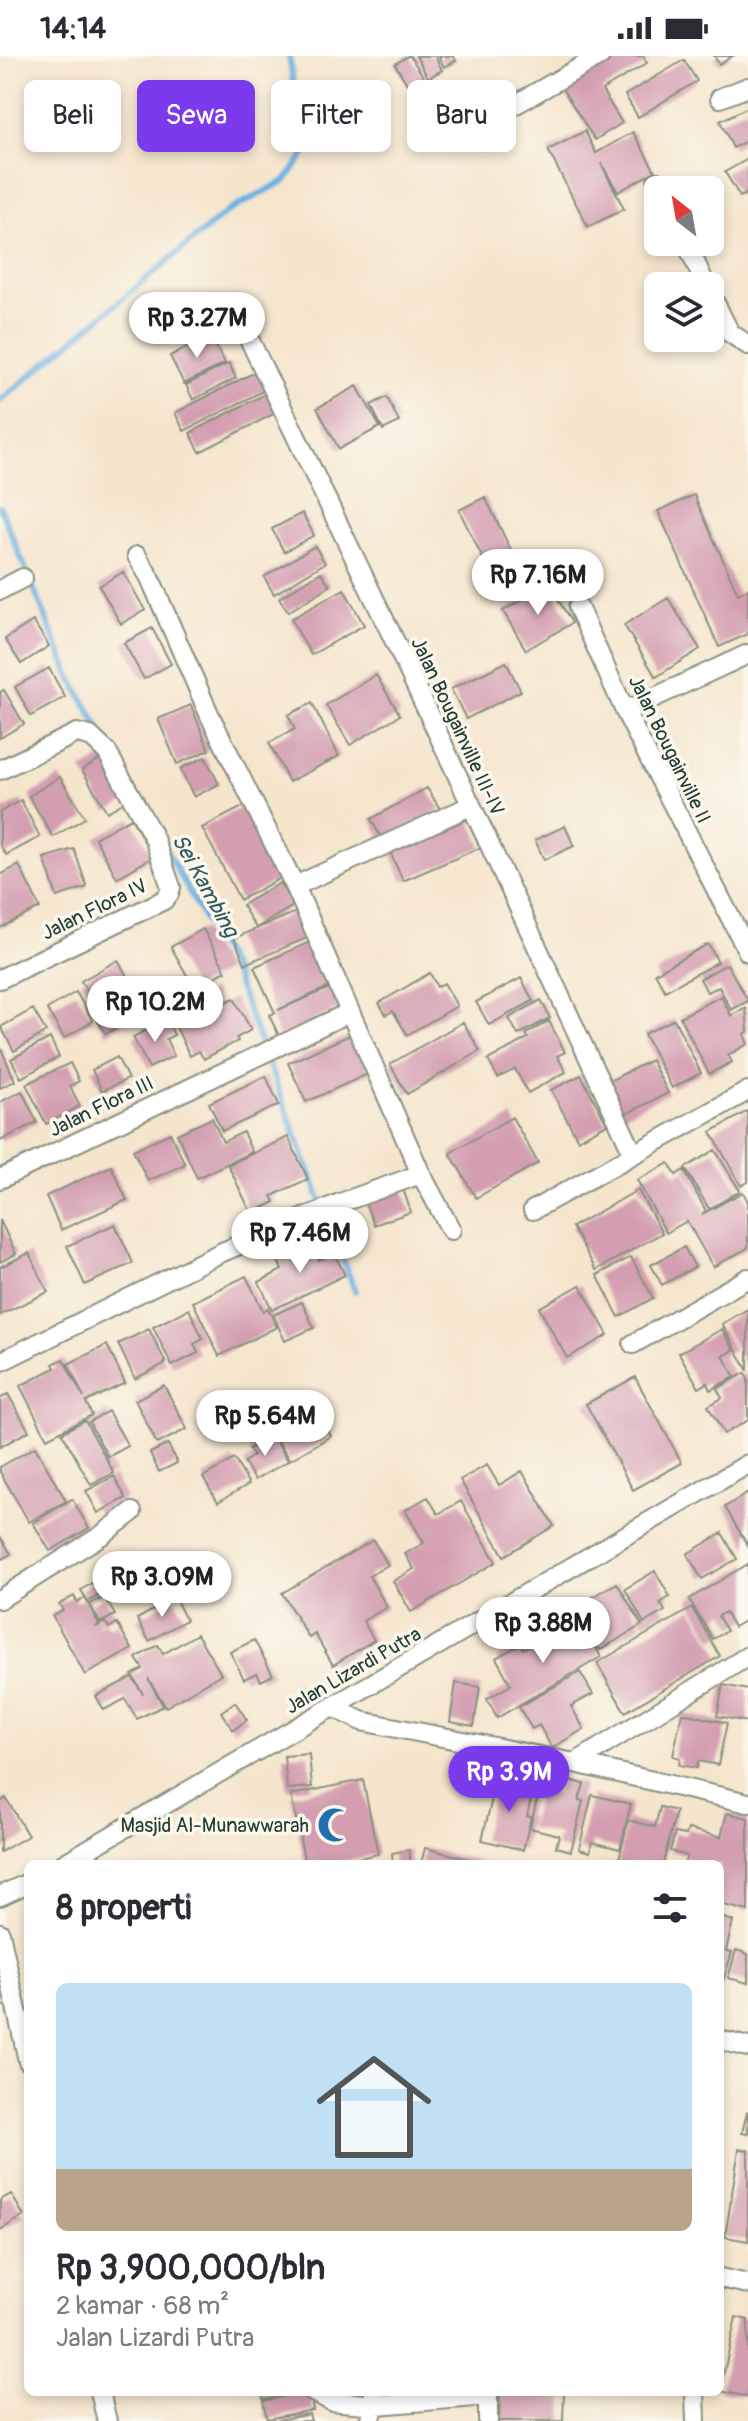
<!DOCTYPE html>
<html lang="id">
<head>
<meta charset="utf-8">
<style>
  body { margin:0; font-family:Pangolin,sans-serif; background:#f7f7f7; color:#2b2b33; height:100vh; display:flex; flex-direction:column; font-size:30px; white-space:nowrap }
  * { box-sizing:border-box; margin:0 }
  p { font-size:26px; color:#7c7c81 }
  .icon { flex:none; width:44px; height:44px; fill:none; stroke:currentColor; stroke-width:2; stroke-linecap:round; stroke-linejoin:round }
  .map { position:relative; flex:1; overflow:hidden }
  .sheet { position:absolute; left:24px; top:1804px; width:700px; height:536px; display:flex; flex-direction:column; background:#fff; border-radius:12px; box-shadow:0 4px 12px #0003 }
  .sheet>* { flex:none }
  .guide { position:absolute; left:24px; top:24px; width:700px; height:72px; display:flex; gap:16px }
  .needle { width:52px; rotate:329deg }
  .tools { position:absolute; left:644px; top:120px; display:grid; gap:16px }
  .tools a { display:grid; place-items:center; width:80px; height:80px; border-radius:12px; background:#fff; box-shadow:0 4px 12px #0003; font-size:40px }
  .price { position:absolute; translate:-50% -68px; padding:0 18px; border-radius:28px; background:#fff; color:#222; font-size:26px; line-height:52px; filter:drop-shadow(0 2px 4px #0008) }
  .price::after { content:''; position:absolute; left:50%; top:48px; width:24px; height:18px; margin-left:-12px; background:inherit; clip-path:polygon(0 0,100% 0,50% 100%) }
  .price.current { background:#7c3aed; color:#fff }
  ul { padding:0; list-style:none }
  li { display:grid; align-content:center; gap:16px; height:424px; padding:0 32px }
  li+li { border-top:2px solid #e1e1e2 }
  li span { display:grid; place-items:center; height:248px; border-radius:12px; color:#555 }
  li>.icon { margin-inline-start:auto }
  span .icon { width:144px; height:144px; fill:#fffc; stroke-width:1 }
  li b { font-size:34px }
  h2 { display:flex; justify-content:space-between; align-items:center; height:96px; padding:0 32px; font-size:34px }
  .chip { padding:0 28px; border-radius:12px; background:#fff; box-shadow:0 4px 12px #0003; font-size:28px; line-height:72px }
  .chip.current { background:#7c3aed; color:#fff }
  .status { display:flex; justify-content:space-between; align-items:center; height:56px; padding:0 40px; background:#fff; direction:ltr }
  .status svg { height:22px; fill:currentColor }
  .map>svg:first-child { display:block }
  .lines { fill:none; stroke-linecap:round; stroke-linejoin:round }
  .stream { stroke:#6bb0e1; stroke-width:6 }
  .building { fill:#d39eb0 }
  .minor-casing { stroke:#8a9180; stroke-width:22 }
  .minor { stroke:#fff; stroke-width:18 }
  .labels { text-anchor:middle; stroke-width:7; stroke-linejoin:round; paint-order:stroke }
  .street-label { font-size:20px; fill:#1f3d34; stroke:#fbf7ec }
  .poi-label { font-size:20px; fill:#1f3d34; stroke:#fbf7ec; text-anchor:end }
  .water-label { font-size:22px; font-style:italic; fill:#325a5f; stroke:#fbf7ec }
</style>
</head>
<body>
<div class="status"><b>14:14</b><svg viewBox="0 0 49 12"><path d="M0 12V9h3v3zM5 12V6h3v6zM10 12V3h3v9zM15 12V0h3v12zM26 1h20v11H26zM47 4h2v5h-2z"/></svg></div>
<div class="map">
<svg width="748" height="2365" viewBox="0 0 748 2365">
  <rect width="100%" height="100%" fill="#fbf7ec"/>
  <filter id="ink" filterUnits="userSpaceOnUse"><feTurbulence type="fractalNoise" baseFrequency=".0125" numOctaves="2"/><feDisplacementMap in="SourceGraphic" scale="16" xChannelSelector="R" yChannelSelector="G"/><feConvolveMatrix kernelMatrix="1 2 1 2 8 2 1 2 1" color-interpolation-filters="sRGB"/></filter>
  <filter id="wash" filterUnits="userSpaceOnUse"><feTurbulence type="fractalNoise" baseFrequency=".006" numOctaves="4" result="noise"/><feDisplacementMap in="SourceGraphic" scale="32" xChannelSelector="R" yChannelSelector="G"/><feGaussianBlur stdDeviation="1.8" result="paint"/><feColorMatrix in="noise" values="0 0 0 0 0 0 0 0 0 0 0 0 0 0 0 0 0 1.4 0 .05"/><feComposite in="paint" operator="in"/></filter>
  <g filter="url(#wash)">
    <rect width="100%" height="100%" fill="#f5e5cd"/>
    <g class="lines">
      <path class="stream" d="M0 345 228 155 286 124 304 99 289 0
        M0 451 70 620 107 686
        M166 794 233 915 355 1235"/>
    </g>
    <g id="blocks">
      <path class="building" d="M408 0H410L427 26 412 36 395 8Z
        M416 0H435L442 14 428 22Z
        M438 0H453L456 5 444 11Z
        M611 0H643L647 7 602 34 622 67 595 84 561 31Z
        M714 0H733L719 8Z
        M684 4 697 25 638 61 625 39Z
        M748 51V84L733 92 720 65Z
        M585 75 596 97 633 76 655 115 618 136 601 107 624 153 588 171 548 94Z
        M748 103V137L740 141 725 116Z
        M210 279 225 307 184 328 170 300Z
        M229 307 236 322 193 344 186 329Z
        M261 313 271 331 184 375 175 357Z
        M357 330 380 371 339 393 317 352Z
        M271 335 281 354 200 396 190 377Z
        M387 341 399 366 383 374 371 349Z
        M694 439 738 538 748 533V578L719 591 658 455Z
        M485 441 512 496 486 509 459 454Z
        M302 457 314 479 284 496 272 473Z
        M315 490 325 507 274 538 264 521Z
        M123 516 145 554 121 568 99 530Z
        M321 516 330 530 288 556 279 542Z
        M549 528 572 567 526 594 503 555Z
        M344 533 364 569 311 599 291 563Z
        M668 542 700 593 656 621 624 569Z
        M33 565 49 590 21 608 5 583Z
        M152 572 171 608 144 623 124 587Z
        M506 606 521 635 466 663 451 633Z
        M49 612 65 641 31 660 15 631Z
        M376 619 400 659 350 689 326 649Z
        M4 634 24 668 0 682V636Z
        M312 647 339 700 289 726 269 687 295 673 288 659Z
        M191 649 209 694 177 708 158 663Z
        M105 700 130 743 107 756 82 714Z
        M205 701 219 728 194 741 180 713Z
        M60 721 85 762 53 781 29 740Z
        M427 732 440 753 383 785 371 763Z
        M21 744 40 781 6 799 0 789V756Z
        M248 748 286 819 240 844 202 772Z
        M131 762 153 801 117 822 95 782Z
        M470 762 482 791 403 825 390 796Z
        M565 770 574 790 544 804 535 784Z
        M74 793 87 831 57 841 44 802Z
        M19 809 40 852 0 872V819Z
        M280 827 293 850 256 872 242 849Z
        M301 854 312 880 245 908 234 882Z
        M203 873 226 915 194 932 171 891Z
        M314 884 333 929 278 954 332 931 341 952 279 980 269 959 275 957 254 911Z
        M708 888 718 906 665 935 655 917Z
        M118 904 129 924 93 945 81 925Z
        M727 908 748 945 731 954 719 931 707 936 700 923Z
        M430 917 437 931 444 927 457 950 407 979 393 955 386 959 379 947Z
        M521 922 533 945 489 969 476 946Z
        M213 934 220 949 234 942 251 974 236 982 238 985 204 1003 199 995 190 1000 176 971 186 966 178 952Z
        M76 936 93 965 64 982 47 953Z
        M130 940 141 957 106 978 95 961Z
        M721 940 731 960 746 952 748 976 744 978 748 988 728 999 732 1006 709 1018 680 961Z
        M541 944 550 962 518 979 509 962Z
        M33 953 46 976 14 995 1 971Z
        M674 963 701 1017 672 1032 644 978Z
        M167 964 174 979 166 983 174 1000 149 1012 133 981Z
        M549 965 565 996 557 1000 566 1016 528 1037 515 1013 498 1022 488 1004 528 982 526 978Z
        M463 966 480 995 407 1038 390 1008Z
        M352 978 370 1017 306 1046 288 1007Z
        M50 982 59 1001 21 1022 11 1003Z
        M0 990 15 1025 0 1032Z
        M117 1001 128 1023 102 1035 92 1014Z
        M651 1004 668 1037 624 1059 607 1026Z
        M70 1007 79 1025 70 1030 80 1050 46 1068 26 1028Z
        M581 1019 607 1068 578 1084 551 1034Z
        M266 1020 279 1049 222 1075 209 1047Z
        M22 1035 37 1066 0 1085V1046Z
        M748 1055V1126L741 1130 711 1076Z
        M512 1061 538 1107 476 1142 450 1097Z
        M212 1062 223 1086 243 1076 252 1096 197 1122 177 1078Z
        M170 1077 185 1108 148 1125 133 1094Z
        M288 1081 308 1123 272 1140 275 1146 262 1152 267 1164 257 1169 228 1109Z
        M715 1094 740 1135 709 1153 685 1112Z
        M669 1107 676 1119 684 1114 706 1155 702 1158 743 1136 748 1146V1192L713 1211 687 1165 666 1177 637 1124Z
        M111 1110 127 1144 61 1174 46 1140Z
        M403 1133 411 1156 374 1169 365 1147Z
        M638 1134 662 1177 596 1214 572 1171Z
        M0 1164 16 1198 0 1206Z
        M115 1168 133 1207 85 1229 67 1190Z
        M309 1184 319 1204 334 1197 345 1219 272 1254 259 1226 282 1214 276 1200Z
        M684 1191 695 1211 662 1229 651 1209Z
        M29 1197 48 1236 0 1259V1211Z
        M631 1201 653 1242 619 1261 597 1219Z
        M246 1220 263 1255 268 1252 277 1271 219 1300 193 1246Z
        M580 1229 608 1279 567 1302 539 1252Z
        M302 1246 314 1272 285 1285 273 1259Z
        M189 1253 203 1283 194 1288 198 1297 172 1310 153 1271Z
        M748 1253V1315L722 1268Z
        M149 1273 166 1307 135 1323 118 1288Z
        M722 1273 734 1294 723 1300 735 1321 710 1334 707 1327 699 1332 679 1297Z
        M107 1289 125 1327 86 1346 92 1359 47 1382 20 1330 55 1312 53 1308 63 1303 84 1342 68 1308Z
        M745 1317 748 1323V1364L724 1378 708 1350 722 1342 717 1333Z
        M635 1321 682 1407 633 1434 586 1348Z
        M164 1329 187 1373 157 1388 135 1344Z
        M8 1338 29 1375 0 1391V1343Z
        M315 1353 331 1380 290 1404 274 1378Z
        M108 1355 128 1390 108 1401 89 1366Z
        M85 1364 114 1417 91 1429 62 1377Z
        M273 1380 288 1405 255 1424 244 1406 253 1400 249 1393Z
        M168 1388 177 1407 159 1416 150 1397Z
        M35 1391 66 1445 29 1466 0 1416V1411Z
        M234 1403 249 1428 218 1446 203 1421Z
        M487 1409 499 1429 522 1415 554 1470 504 1500 460 1424Z
        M114 1420 126 1442 98 1457 86 1435Z
        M748 1437V1490L725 1451Z
        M428 1441 438 1458 461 1445 496 1506 411 1556 393 1525 414 1513 405 1498 424 1487 405 1454Z
        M72 1443 89 1472 50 1495 33 1467Z
        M722 1477 737 1503 702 1523 687 1498Z
        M0 1480 11 1498 0 1504Z
        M373 1484 388 1509 369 1520 387 1551 363 1565 374 1584 333 1609 315 1578 309 1582 282 1537Z
        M748 1508V1563L734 1571 725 1556 718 1560 727 1575 713 1583 689 1543Z
        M655 1515 670 1541 660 1547 665 1555 644 1567 625 1533Z
        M97 1524 104 1536 88 1546 81 1534Z
        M617 1527 642 1569 600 1594 575 1551Z
        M74 1540 77 1546 85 1542 99 1568 96 1571 105 1566 109 1572 117 1567 132 1593 85 1619 52 1559 63 1554 59 1548Z
        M104 1541 115 1559 100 1567 90 1548Z
        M175 1542 186 1564 149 1585 137 1563Z
        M692 1552 720 1600 625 1656 597 1607Z
        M577 1561 601 1601 497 1662 487 1643 511 1629 496 1602 521 1588 523 1593Z
        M197 1578 221 1618 166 1651 148 1622 163 1650 137 1663 125 1643 104 1654 96 1640 132 1621 143 1638 132 1619 143 1613 136 1602 158 1589 163 1598Z
        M254 1584 273 1619 261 1625 257 1617 244 1623 230 1596Z
        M580 1616 593 1638 571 1650 584 1673 552 1692 539 1669 532 1673 519 1651Z
        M456 1627 480 1631 474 1670 450 1666Z
        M723 1629 748 1634V1666L717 1660Z
        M235 1646 247 1664 233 1674 221 1656Z
        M682 1657 727 1667 718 1709 698 1705 697 1712 679 1709 680 1702 673 1700Z
        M309 1698 312 1731 287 1733 284 1700Z
        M497 1722 534 1730 527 1760 531 1761 523 1794 482 1784Z
        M562 1722 584 1728 579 1744 583 1745 571 1795 556 1791 559 1779 530 1772 539 1735 557 1739Z
        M363 1724 378 1798 330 1808H305L291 1739Z
        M592 1739 631 1748 620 1793 592 1786 590 1796 579 1793Z
        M6 1742 28 1780 0 1796V1746Z
        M660 1751 676 1755 663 1808H618L628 1764 655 1771Z
        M727 1757 748 1762V1855L720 1848V1808H684L687 1800 670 1795 675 1777 686 1779 688 1773 721 1781Z
        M425 1792 486 1807V1808H421Z
        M409 1794 411 1808H393L392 1797Z
        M720 1861 733 1865 726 1895 732 1896 723 1926 720 1925Z
        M736 1894 748 1898V1927L728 1922Z
        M0 1911 12 1948 0 1951Z
        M747 2056H748V2078L742 2077Z
        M739 2093 748 2094V2185L725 2181Z
        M11 2138 24 2160 0 2174V2144Z
        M736 2261 748 2264V2341L720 2335Z
        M262 2336H293V2337L263 2343Z
        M310 2336 313 2354 267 2363 263 2345Z
        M500 2336H564L563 2365H499Z
        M309 2358 311 2365H278V2364Z"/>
    </g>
  </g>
  <g filter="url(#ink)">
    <use href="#blocks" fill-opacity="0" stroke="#8a9180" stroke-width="2"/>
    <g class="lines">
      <g class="minor-casing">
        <path id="minor" d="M720 42 748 31
          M476 71 600 0
          M657 126 661 134
          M686 186 706 230
          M710 237 730 277 748 289
          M239 262 399 594 633 1097
          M137 500 150 522 210 660 295 830 421 1118 451 1174
          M0 534 23 522
          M578 551 625 655 748 896
          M625 655 748 598
          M0 714 77 677 90 680 107 696 154 782 171 831 169 838 164 844 0 923
          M295 830 470 750
          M0 1123 350 956
          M533 1154 748 1035
          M633 1288 748 1222
          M0 1306 220 1197 340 1147 421 1118
          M0 1543 102 1479 132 1456
          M333 1651 361 1665 575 1707 748 1747
          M575 1707 748 1600
          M63 1808 748 1408
          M0 1840 28 1827
          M0 1877 28 2005
          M720 1984 748 1991
          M720 2222 748 2228
          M100 2336 107 2365
          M313 2336 331 2345 376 2349 374 2336
          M695 2336 696 2365
          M369 2365 376 2349 488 2340
          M488 2365V2336"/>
      </g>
      <use href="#minor" class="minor"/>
    </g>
  </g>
  <defs>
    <g id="mosque-bare" transform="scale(2.76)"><path d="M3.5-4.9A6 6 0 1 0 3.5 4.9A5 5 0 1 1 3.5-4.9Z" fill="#1f6fb2" stroke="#fbf7ec" stroke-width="2.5" paint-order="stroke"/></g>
  </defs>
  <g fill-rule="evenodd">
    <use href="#mosque-bare" x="335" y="1769"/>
  </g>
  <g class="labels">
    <g class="street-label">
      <text transform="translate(458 670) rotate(65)" y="7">Jalan Bougainville III-IV</text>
      <text transform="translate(670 693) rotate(64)" y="7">Jalan Bougainville II</text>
      <text transform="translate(94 853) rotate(-26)" y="7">Jalan Flora IV</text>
      <text transform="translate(101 1050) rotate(-26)" y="7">Jalan Flora III</text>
      <text transform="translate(353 1614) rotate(-30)" y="7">Jalan Lizardi Putra</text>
    </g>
    <g class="poi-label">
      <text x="309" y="1776">Masjid Al-Munawwarah</text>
    </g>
    <g class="water-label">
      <text transform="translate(206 829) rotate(61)" y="8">Sei Kambing</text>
    </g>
  </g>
</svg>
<div class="tools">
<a><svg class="needle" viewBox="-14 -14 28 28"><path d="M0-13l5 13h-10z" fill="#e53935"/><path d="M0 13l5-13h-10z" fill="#7c7c81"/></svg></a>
<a><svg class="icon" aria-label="layers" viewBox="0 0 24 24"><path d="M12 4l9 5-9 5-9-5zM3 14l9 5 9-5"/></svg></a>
</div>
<b class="price" style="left:197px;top:304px">Rp 3.27M</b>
<b class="price" style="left:538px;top:561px">Rp 7.16M</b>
<b class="price" style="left:155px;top:988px">Rp 10.2M</b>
<b class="price" style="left:300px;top:1219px">Rp 7.46M</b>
<b class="price" style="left:265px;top:1402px">Rp 5.64M</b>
<b class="price" style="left:162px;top:1563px">Rp 3.09M</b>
<b class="price" style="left:543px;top:1609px">Rp 3.88M</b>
<b class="price current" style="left:509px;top:1758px">Rp 3.9M</b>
<div class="guide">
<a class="chip">Beli</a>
<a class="chip current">Sewa</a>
<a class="chip">Filter</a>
<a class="chip">Baru</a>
</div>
<section class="sheet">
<h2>8 properti<svg class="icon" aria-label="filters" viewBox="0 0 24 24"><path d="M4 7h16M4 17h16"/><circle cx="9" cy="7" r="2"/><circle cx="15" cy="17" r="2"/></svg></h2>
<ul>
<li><span style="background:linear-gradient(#bfe0f5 75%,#b9a48a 0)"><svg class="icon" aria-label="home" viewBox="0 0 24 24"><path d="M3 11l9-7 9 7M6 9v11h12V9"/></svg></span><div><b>Rp 3,900,000/bln</b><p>2 kamar · 68 m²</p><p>Jalan Lizardi Putra</p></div></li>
</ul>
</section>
</div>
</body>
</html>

**Exercise objective**
Note every line in the material with "linecap" and copy it.

**Finished exercise**
  .icon { flex:none; width:44px; height:44px; fill:none; stroke:currentColor; stroke-width:2; stroke-linecap:round; stroke-linejoin:round }
  .lines { fill:none; stroke-linecap:round; stroke-linejoin:round }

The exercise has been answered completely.